Yes, another project. What can I say? “Tart” perhaps.
I thought I would do a test base for the WW2 Japanese, just to break-up the painting of the NRL All-Stars Cataphracts (I have nine bases of horse archers to paint for them still along with a couple of bibs and bobs). A test of the colours and basing for the Japanese, who will be the first opponents for my Soviets, seemed in order.
I also thought I would start on probably the dodgiest model I have here – the Sumida from Heroics and Ros. There is a lot of flash on this model as well as mould lines and clean-up took a while (and still left some lines are obvious in the photos).
Still, a couple of coats of Army Painter Desert Sand and some FoW (OK, Vallejo really too) Flat Brown and Reflective Green and they started to look the business. I added some steel and a brown wash and voila, finished.
The Sumida was an interesting Armoured Car. Firstly it was about twice the size of the Japanese tanks — where in every other army it seemed that the tanks were twice the size of the Armoured Cars.

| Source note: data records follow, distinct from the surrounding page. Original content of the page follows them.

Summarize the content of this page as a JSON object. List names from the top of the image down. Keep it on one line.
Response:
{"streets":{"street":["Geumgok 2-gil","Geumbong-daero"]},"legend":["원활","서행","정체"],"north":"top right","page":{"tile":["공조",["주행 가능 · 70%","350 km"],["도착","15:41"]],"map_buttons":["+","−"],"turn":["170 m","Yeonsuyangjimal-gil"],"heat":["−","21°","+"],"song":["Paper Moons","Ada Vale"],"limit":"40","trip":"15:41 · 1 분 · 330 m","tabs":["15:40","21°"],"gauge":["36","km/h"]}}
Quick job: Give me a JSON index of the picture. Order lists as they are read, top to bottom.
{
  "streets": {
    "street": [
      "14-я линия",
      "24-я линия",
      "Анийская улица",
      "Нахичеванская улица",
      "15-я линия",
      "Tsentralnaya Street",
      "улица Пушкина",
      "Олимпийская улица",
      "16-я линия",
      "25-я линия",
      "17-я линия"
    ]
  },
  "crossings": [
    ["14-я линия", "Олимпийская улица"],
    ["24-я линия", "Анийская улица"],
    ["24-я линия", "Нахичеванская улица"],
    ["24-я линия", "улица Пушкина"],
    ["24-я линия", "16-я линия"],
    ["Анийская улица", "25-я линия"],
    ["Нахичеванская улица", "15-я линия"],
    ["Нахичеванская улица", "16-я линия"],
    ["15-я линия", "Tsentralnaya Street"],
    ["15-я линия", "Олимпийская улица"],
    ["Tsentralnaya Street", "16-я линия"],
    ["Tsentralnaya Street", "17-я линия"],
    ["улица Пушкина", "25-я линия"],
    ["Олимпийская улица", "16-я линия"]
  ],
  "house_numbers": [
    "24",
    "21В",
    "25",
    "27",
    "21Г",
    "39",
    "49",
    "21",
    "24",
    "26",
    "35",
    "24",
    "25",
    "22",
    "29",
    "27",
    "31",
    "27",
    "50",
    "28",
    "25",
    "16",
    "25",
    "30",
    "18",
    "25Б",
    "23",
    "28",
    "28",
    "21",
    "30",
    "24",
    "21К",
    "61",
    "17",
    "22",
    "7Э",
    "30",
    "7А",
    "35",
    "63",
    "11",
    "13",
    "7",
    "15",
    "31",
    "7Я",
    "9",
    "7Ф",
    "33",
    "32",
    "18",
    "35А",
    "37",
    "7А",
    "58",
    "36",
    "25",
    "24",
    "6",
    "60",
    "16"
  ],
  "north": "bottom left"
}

The cars were also designed to run on railway lines. The Sumida firm designed the car and it was known as the M.2593. It was produced starting in 1933. Its road wheels could be exchanged for flanged railway wheels (the steely coloured things on the side of the vehicle). The front and rear sets of wheels could even be adjusted to various rail gauges. This was probably a result of the two main railway gauges being used in Japan being Narrow Gauge and Standard Gauge. China also used Standard Gauge. Should the Japanese have pushed into Russia or Mongolia they could have adjusted the wheels to use the Russian Gauge.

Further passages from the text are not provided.